L'évêque de Cayenne mis d'office à la retraite en Guyane


(RV) Entretien - Nouvel épisode dans les relations compliquées entre le président du Conseil Général de Guyane et le diocèse local. A Cayenne, depuis 1828 et un décret pris par le roi Charles X pendant la Restauration, les prêtres sont rémunérés par les autorités publiques françaises. Aujourd'hui, le président du Conseil Général Alain Tien-Liong estime que cette situation n’a plus lieu d’être et a suspendu unilatéralement l’an dernier le versement des salaires à 28 prêtres.

Le tribunal administratif lui a donné tort ce lundi mais Alain Tien-Liong a pris une autre décision : mettre à la retraite d’office l’évêque du diocèse de Cayenne Mgr Emmanuel Lafont, à partir du 1er janvier 2015. Lequel accueille cette annonce avec philosophie et sérénité, insistant sur la nécessité de changer la situation. Il est interrogé par Jean-Baptiste Cocagne.

C’est une décision du président comme tel et du Conseil Général. Il n’a consulté personne. Il m’a mis à la retraire. Qu’est-ce que cela veut dire ? Ca veut dire qu’à partir du premier janvier, il ne me donne plus aucune rémunération alors que je faisais partie des cadres, donc, j’avais une rémunération du Conseil Général qui normalement, doit durer jusqu’à ma retraite officielle, c’est-à-dire jusqu’à 75 ans.
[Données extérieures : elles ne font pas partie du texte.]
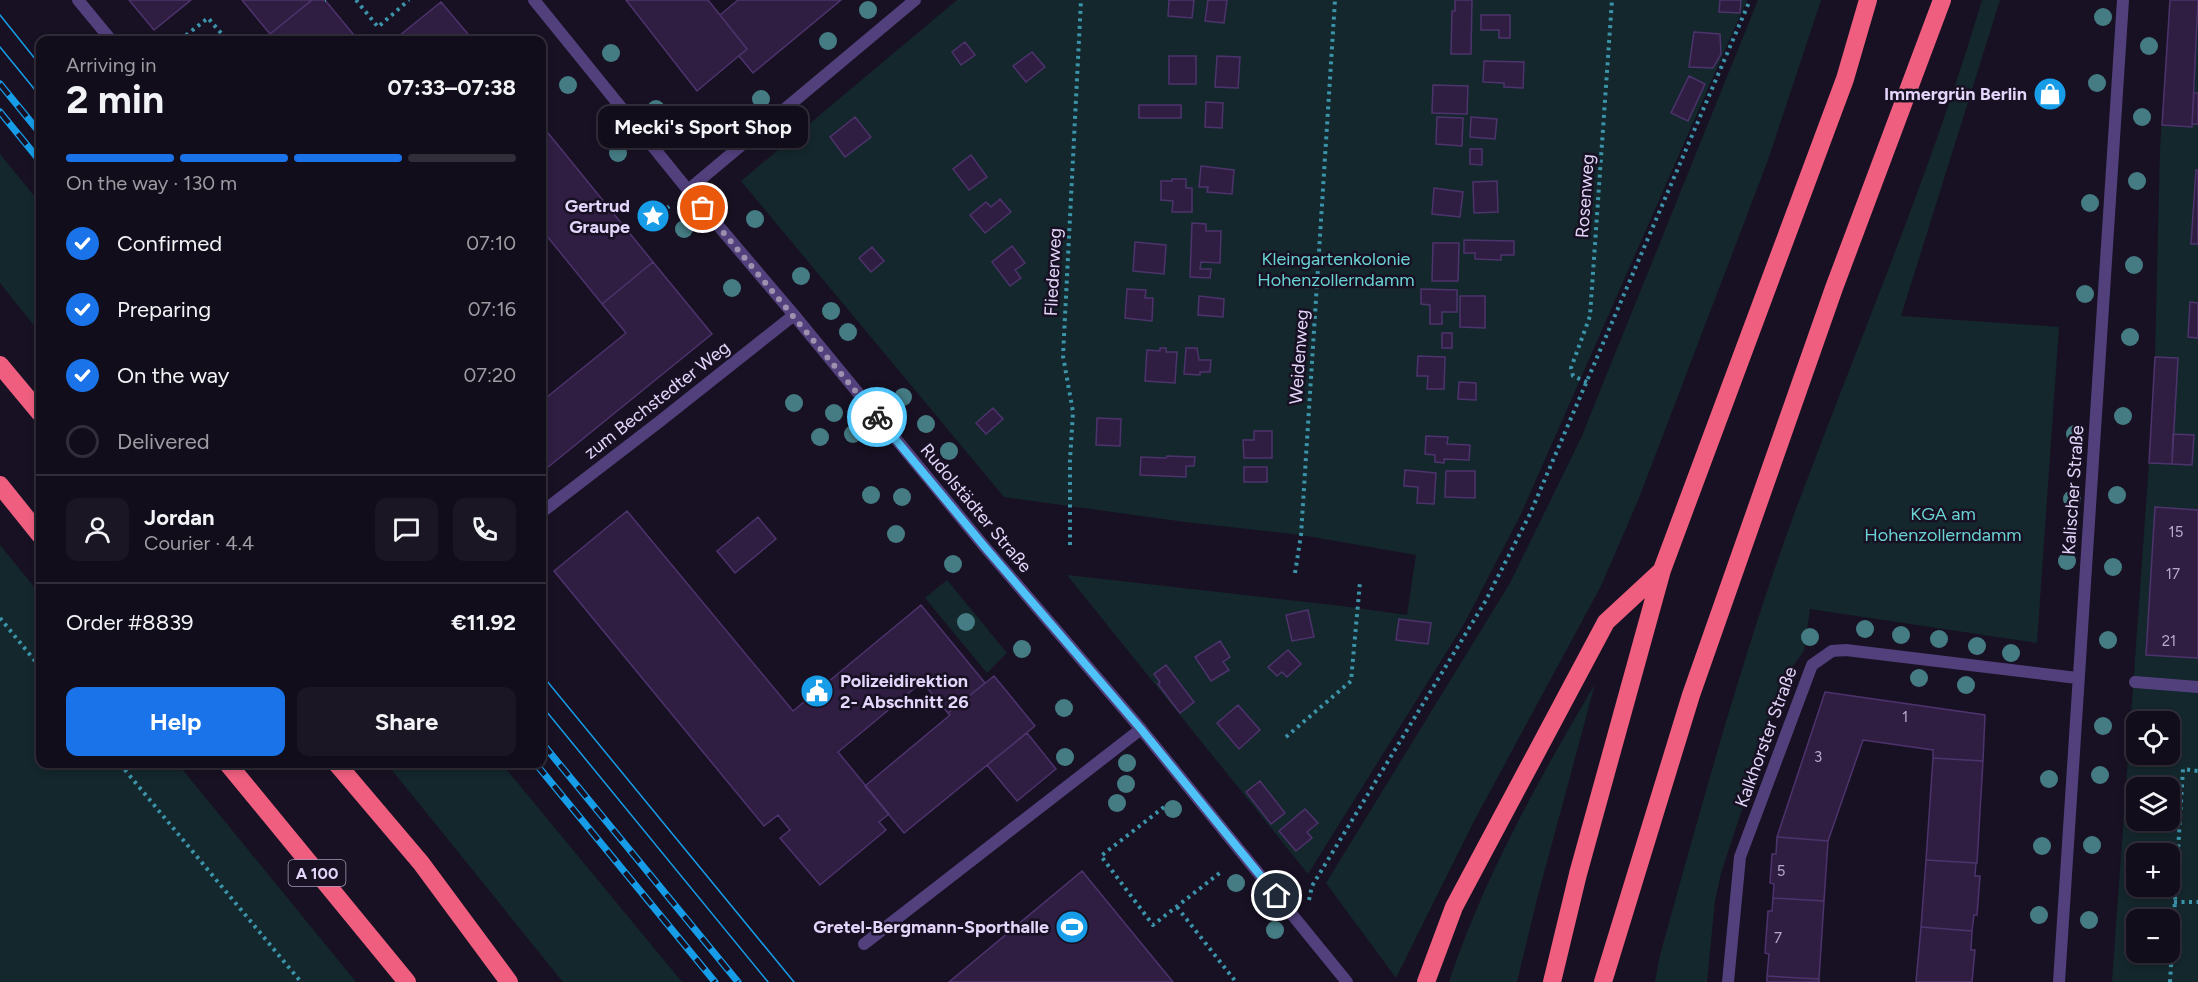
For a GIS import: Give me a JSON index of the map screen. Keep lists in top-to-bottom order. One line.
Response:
{"streets":{"highway":["A 100"],"street":["zum Bechstedter Weg","Kalischer Straße","Rudolstädter Straße","Kalkhorster Straße"],"path":["Rosenweg","Fliederweg","Weidenweg"]},"crossings":[["zum Bechstedter Weg","Rudolstädter Straße"],["Kalischer Straße","Kalkhorster Straße"]],"parks":["Kleingartenkolonie Hohenzollerndamm","KGA am Hohenzollerndamm"],"places":{"shop":["Immergrün Berlin"],"other":["Mecki's Sport Shop"],"place":["Gertrud Graupe"],"public building":["Polizeidirektion 2- Abschnitt 26"],"sports":["Gretel-Bergmann-Sporthalle"]},"house_numbers":["15","17","21","1","3","5","7"],"page":{"heading":["2 min","Arriving in","07:33–07:38"],"panel":["Jordan","Courier · 4.4","Order #8839","€11.92"],"bubble":"Mecki's Sport Shop","bar":"On the way · 130 m","list":[["Confirmed","07:10"],["Preparing","07:16"],["On the way","07:20"],"Delivered"],"buttons":["Help","Share"],"map_buttons":["+","−"]}}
Il s’est aperçu il y a quelques mois que j’avais 69 ans, que les fonctionnaires prennent leur retraite à 65 et donc, il a déclaré qu’il me radiait de tout service de rémunération. Il y a à peu près six semaines, j’ai reçu un arrêté du président du Conseil Général me disant qu’à partir du premier janvier, j’étais mis à la retraite d’office. C’est un arrêté administratif. Il est vrai que je pourrais le contester, retourner au tribunal administratif pour le faire annuler parce qu’il n’a pas le droit de faire cela mais en réalité, je n’ai pas l’intention de le faire. J’accepte cette situation. C’est-à-dire qu’à partir de maintenant, je recevrai ma rémunération du diocèse et je recevrai une rémunération identique à celle des prêtres.

Quelle est votre réaction ? Dans quel état vous êtes aujourd’hui ?

Je suis très calme et confiant parce que je crois que la situation dans laquelle nous étions, à savoir être rémunérés, pour la plupart d’entre nous, par le Conseil général est une situation qui doit évoluer. Je pense qu’il faut aller vers la suppression tranquille de cette situation mais en prenant notre temps, parce que vous imaginez bien qu’au niveau d’un diocèse qui a un budget annuel d’ 1.500.000 euros, c’est très peu. Je ne pourrais pas prendre tout de suite en charge la rémunération de 26 prêtres. Il faut d’abord que je me retourne vers les catholiques pour qu’ils prennent en charge, de manière beaucoup plus substantielle, la vie de l’Église, non seulement la rémunération des prêtres mais la vie des Églises qui grandit parce qu’entre le moment où j’ai été nommé et le moment où je quitterai, le nombre de personnes en Guyane aura doublé, même plus que doublé. On sera passé de 200.000 à plus de 500.000. Et donc, je dois construire des Églises, je dois rénover un certain nombre d’Églises, un certain nombre de presbytères. Nous sommes dans un chantier énorme. La rémunération des prêtres, c’est juste une partie. Le fait que les prêtres étaient payés par le Conseil Général  faisait que pour la majorité des catholiques, l’Église n’avait besoin de rien puisque les prêtres étaient payés. Maintenant, nous sommes aux pieds du mur. Et au fond, je m’en réjouis parce que je pense qu’il est temps, en prenant quelques mois ou deux ou trois ans, que les catholiques se rendent compte que comme tout le monde, c’est à eux de faire vivre leur Église. Je pense que nous allons aller vers cela et j’ai confiance que Dieu va nous aider à faire en sorte que les catholiques se disent « notre Église, c’est à nous de la faire vivre ».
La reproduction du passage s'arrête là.